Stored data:
+++

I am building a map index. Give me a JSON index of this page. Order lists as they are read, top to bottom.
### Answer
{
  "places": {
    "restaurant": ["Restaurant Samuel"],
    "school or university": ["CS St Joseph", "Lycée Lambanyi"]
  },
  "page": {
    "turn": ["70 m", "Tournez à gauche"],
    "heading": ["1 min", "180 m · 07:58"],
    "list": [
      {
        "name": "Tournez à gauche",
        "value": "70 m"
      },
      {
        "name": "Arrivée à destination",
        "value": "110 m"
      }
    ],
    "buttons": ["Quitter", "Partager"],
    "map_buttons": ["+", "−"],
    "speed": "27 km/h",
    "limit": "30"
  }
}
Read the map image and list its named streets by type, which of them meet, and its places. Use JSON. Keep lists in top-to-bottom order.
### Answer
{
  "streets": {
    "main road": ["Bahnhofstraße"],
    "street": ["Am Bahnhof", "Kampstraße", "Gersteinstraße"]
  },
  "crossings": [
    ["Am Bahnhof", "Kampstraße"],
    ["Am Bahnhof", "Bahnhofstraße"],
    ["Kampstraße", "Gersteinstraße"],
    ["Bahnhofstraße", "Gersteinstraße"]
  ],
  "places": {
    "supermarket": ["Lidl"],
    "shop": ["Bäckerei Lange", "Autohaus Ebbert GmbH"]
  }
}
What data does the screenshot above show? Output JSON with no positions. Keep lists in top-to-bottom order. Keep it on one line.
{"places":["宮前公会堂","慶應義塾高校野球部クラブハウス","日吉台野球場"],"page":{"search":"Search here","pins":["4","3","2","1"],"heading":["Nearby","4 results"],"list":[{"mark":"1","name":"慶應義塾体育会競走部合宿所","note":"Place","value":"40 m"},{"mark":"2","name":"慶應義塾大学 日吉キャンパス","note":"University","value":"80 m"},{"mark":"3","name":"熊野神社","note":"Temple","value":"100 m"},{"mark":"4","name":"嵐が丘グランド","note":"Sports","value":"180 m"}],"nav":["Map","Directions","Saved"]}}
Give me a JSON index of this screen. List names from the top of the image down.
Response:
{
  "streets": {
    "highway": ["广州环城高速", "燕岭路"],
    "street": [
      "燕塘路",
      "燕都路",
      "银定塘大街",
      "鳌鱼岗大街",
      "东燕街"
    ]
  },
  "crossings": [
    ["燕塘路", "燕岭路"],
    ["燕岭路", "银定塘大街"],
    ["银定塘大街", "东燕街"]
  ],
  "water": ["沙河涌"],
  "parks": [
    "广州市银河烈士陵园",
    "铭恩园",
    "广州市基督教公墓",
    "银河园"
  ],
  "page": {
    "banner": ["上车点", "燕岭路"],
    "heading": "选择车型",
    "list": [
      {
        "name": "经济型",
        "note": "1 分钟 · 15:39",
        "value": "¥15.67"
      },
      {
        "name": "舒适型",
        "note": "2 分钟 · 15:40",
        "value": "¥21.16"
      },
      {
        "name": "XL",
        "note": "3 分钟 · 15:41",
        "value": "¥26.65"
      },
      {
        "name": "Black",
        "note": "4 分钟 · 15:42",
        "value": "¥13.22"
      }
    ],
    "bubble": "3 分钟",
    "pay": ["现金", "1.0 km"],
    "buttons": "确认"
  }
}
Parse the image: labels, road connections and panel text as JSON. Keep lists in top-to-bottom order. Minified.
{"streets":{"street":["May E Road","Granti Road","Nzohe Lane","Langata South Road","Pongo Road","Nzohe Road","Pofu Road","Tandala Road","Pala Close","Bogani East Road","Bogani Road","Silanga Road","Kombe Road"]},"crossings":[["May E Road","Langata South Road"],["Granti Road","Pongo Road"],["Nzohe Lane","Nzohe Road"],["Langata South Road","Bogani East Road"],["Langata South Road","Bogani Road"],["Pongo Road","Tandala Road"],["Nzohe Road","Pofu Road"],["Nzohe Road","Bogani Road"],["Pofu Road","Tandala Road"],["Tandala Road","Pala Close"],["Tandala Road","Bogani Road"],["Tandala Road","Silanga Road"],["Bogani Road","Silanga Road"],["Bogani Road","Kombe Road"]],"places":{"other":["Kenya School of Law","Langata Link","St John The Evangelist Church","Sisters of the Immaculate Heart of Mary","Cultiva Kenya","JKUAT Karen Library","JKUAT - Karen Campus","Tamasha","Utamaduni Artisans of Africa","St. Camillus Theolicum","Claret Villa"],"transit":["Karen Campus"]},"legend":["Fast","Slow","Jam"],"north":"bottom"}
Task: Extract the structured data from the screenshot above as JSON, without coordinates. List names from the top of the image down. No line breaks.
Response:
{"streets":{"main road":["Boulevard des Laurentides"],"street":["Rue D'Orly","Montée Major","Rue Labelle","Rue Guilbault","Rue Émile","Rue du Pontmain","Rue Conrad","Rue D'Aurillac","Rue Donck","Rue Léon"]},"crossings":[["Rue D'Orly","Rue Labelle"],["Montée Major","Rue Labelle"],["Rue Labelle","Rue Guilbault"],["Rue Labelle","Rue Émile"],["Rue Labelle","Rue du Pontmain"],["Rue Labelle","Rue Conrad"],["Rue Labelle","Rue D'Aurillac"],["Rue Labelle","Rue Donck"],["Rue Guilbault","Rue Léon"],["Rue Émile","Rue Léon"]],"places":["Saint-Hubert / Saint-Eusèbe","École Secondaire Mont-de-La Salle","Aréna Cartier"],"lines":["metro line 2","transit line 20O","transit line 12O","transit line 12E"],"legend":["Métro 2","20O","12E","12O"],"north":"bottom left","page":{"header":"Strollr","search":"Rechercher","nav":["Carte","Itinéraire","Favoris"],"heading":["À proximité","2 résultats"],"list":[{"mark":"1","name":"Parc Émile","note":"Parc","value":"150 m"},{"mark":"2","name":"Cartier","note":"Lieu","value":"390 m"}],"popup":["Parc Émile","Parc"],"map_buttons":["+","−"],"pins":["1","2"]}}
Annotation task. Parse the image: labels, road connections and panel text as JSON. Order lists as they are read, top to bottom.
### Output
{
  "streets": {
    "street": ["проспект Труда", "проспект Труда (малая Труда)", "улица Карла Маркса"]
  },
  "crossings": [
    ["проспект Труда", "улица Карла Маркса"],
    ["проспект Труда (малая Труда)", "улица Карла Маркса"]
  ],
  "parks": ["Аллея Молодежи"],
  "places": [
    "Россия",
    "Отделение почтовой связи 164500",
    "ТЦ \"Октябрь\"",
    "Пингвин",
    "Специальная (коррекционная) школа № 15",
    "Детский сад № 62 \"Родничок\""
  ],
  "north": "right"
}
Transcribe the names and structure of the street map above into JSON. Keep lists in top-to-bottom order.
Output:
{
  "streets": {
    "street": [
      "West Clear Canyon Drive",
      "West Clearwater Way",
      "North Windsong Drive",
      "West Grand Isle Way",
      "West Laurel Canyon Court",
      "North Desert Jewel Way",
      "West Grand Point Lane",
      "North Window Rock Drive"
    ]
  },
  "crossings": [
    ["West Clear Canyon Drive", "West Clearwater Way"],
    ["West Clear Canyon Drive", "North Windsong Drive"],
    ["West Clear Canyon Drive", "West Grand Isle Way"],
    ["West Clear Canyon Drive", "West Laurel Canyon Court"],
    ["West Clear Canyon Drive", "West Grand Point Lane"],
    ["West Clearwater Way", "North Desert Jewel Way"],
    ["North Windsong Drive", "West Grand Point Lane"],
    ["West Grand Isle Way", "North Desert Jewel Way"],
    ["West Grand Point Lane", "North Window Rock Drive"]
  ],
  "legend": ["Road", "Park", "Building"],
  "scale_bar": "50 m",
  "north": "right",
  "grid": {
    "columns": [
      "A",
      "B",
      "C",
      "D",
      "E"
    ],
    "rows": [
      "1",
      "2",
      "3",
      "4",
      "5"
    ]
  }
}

+++

## [EXERCISE]
Exactly as given, please retype all the entries.

## [THE ANSWER]
I am building a map index. Give me a JSON index of this page. Order lists as they are read, top to bottom.
### Answer
{
  "places": {
    "restaurant": ["Restaurant Samuel"],
    "school or university": ["CS St Joseph", "Lycée Lambanyi"]
  },
  "page": {
    "turn": ["70 m", "Tournez à gauche"],
    "heading": ["1 min", "180 m · 07:58"],
    "list": [
      {
        "name": "Tournez à gauche",
        "value": "70 m"
      },
      {
        "name": "Arrivée à destination",
        "value": "110 m"
      }
    ],
    "buttons": ["Quitter", "Partager"],
    "map_buttons": ["+", "−"],
    "speed": "27 km/h",
    "limit": "30"
  }
}
Read the map image and list its named streets by type, which of them meet, and its places. Use JSON. Keep lists in top-to-bottom order.
### Answer
{
  "streets": {
    "main road": ["Bahnhofstraße"],
    "street": ["Am Bahnhof", "Kampstraße", "Gersteinstraße"]
  },
  "crossings": [
    ["Am Bahnhof", "Kampstraße"],
    ["Am Bahnhof", "Bahnhofstraße"],
    ["Kampstraße", "Gersteinstraße"],
    ["Bahnhofstraße", "Gersteinstraße"]
  ],
  "places": {
    "supermarket": ["Lidl"],
    "shop": ["Bäckerei Lange", "Autohaus Ebbert GmbH"]
  }
}
What data does the screenshot above show? Output JSON with no positions. Keep lists in top-to-bottom order. Keep it on one line.
{"places":["宮前公会堂","慶應義塾高校野球部クラブハウス","日吉台野球場"],"page":{"search":"Search here","pins":["4","3","2","1"],"heading":["Nearby","4 results"],"list":[{"mark":"1","name":"慶應義塾体育会競走部合宿所","note":"Place","value":"40 m"},{"mark":"2","name":"慶應義塾大学 日吉キャンパス","note":"University","value":"80 m"},{"mark":"3","name":"熊野神社","note":"Temple","value":"100 m"},{"mark":"4","name":"嵐が丘グランド","note":"Sports","value":"180 m"}],"nav":["Map","Directions","Saved"]}}
Give me a JSON index of this screen. List names from the top of the image down.
Response:
{
  "streets": {
    "highway": ["广州环城高速", "燕岭路"],
    "street": [
      "燕塘路",
      "燕都路",
      "银定塘大街",
      "鳌鱼岗大街",
      "东燕街"
    ]
  },
  "crossings": [
    ["燕塘路", "燕岭路"],
    ["燕岭路", "银定塘大街"],
    ["银定塘大街", "东燕街"]
  ],
  "water": ["沙河涌"],
  "parks": [
    "广州市银河烈士陵园",
    "铭恩园",
    "广州市基督教公墓",
    "银河园"
  ],
  "page": {
    "banner": ["上车点", "燕岭路"],
    "heading": "选择车型",
    "list": [
      {
        "name": "经济型",
        "note": "1 分钟 · 15:39",
        "value": "¥15.67"
      },
      {
        "name": "舒适型",
        "note": "2 分钟 · 15:40",
        "value": "¥21.16"
      },
      {
        "name": "XL",
        "note": "3 分钟 · 15:41",
        "value": "¥26.65"
      },
      {
        "name": "Black",
        "note": "4 分钟 · 15:42",
        "value": "¥13.22"
      }
    ],
    "bubble": "3 分钟",
    "pay": ["现金", "1.0 km"],
    "buttons": "确认"
  }
}
Parse the image: labels, road connections and panel text as JSON. Keep lists in top-to-bottom order. Minified.
{"streets":{"street":["May E Road","Granti Road","Nzohe Lane","Langata South Road","Pongo Road","Nzohe Road","Pofu Road","Tandala Road","Pala Close","Bogani East Road","Bogani Road","Silanga Road","Kombe Road"]},"crossings":[["May E Road","Langata South Road"],["Granti Road","Pongo Road"],["Nzohe Lane","Nzohe Road"],["Langata South Road","Bogani East Road"],["Langata South Road","Bogani Road"],["Pongo Road","Tandala Road"],["Nzohe Road","Pofu Road"],["Nzohe Road","Bogani Road"],["Pofu Road","Tandala Road"],["Tandala Road","Pala Close"],["Tandala Road","Bogani Road"],["Tandala Road","Silanga Road"],["Bogani Road","Silanga Road"],["Bogani Road","Kombe Road"]],"places":{"other":["Kenya School of Law","Langata Link","St John The Evangelist Church","Sisters of the Immaculate Heart of Mary","Cultiva Kenya","JKUAT Karen Library","JKUAT - Karen Campus","Tamasha","Utamaduni Artisans of Africa","St. Camillus Theolicum","Claret Villa"],"transit":["Karen Campus"]},"legend":["Fast","Slow","Jam"],"north":"bottom"}
Task: Extract the structured data from the screenshot above as JSON, without coordinates. List names from the top of the image down. No line breaks.
Response:
{"streets":{"main road":["Boulevard des Laurentides"],"street":["Rue D'Orly","Montée Major","Rue Labelle","Rue Guilbault","Rue Émile","Rue du Pontmain","Rue Conrad","Rue D'Aurillac","Rue Donck","Rue Léon"]},"crossings":[["Rue D'Orly","Rue Labelle"],["Montée Major","Rue Labelle"],["Rue Labelle","Rue Guilbault"],["Rue Labelle","Rue Émile"],["Rue Labelle","Rue du Pontmain"],["Rue Labelle","Rue Conrad"],["Rue Labelle","Rue D'Aurillac"],["Rue Labelle","Rue Donck"],["Rue Guilbault","Rue Léon"],["Rue Émile","Rue Léon"]],"places":["Saint-Hubert / Saint-Eusèbe","École Secondaire Mont-de-La Salle","Aréna Cartier"],"lines":["metro line 2","transit line 20O","transit line 12O","transit line 12E"],"legend":["Métro 2","20O","12E","12O"],"north":"bottom left","page":{"header":"Strollr","search":"Rechercher","nav":["Carte","Itinéraire","Favoris"],"heading":["À proximité","2 résultats"],"list":[{"mark":"1","name":"Parc Émile","note":"Parc","value":"150 m"},{"mark":"2","name":"Cartier","note":"Lieu","value":"390 m"}],"popup":["Parc Émile","Parc"],"map_buttons":["+","−"],"pins":["1","2"]}}
Annotation task. Parse the image: labels, road connections and panel text as JSON. Order lists as they are read, top to bottom.
### Output
{
  "streets": {
    "street": ["проспект Труда", "проспект Труда (малая Труда)", "улица Карла Маркса"]
  },
  "crossings": [
    ["проспект Труда", "улица Карла Маркса"],
    ["проспект Труда (малая Труда)", "улица Карла Маркса"]
  ],
  "parks": ["Аллея Молодежи"],
  "places": [
    "Россия",
    "Отделение почтовой связи 164500",
    "ТЦ \"Октябрь\"",
    "Пингвин",
    "Специальная (коррекционная) школа № 15",
    "Детский сад № 62 \"Родничок\""
  ],
  "north": "right"
}
Transcribe the names and structure of the street map above into JSON. Keep lists in top-to-bottom order.
Output:
{
  "streets": {
    "street": [
      "West Clear Canyon Drive",
      "West Clearwater Way",
      "North Windsong Drive",
      "West Grand Isle Way",
      "West Laurel Canyon Court",
      "North Desert Jewel Way",
      "West Grand Point Lane",
      "North Window Rock Drive"
    ]
  },
  "crossings": [
    ["West Clear Canyon Drive", "West Clearwater Way"],
    ["West Clear Canyon Drive", "North Windsong Drive"],
    ["West Clear Canyon Drive", "West Grand Isle Way"],
    ["West Clear Canyon Drive", "West Laurel Canyon Court"],
    ["West Clear Canyon Drive", "West Grand Point Lane"],
    ["West Clearwater Way", "North Desert Jewel Way"],
    ["North Windsong Drive", "West Grand Point Lane"],
    ["West Grand Isle Way", "North Desert Jewel Way"],
    ["West Grand Point Lane", "North Window Rock Drive"]
  ],
  "legend": ["Road", "Park", "Building"],
  "scale_bar": "50 m",
  "north": "right",
  "grid": {
    "columns": [
      "A",
      "B",
      "C",
      "D",
      "E"
    ],
    "rows": [
      "1",
      "2",
      "3",
      "4",
      "5"
    ]
  }
}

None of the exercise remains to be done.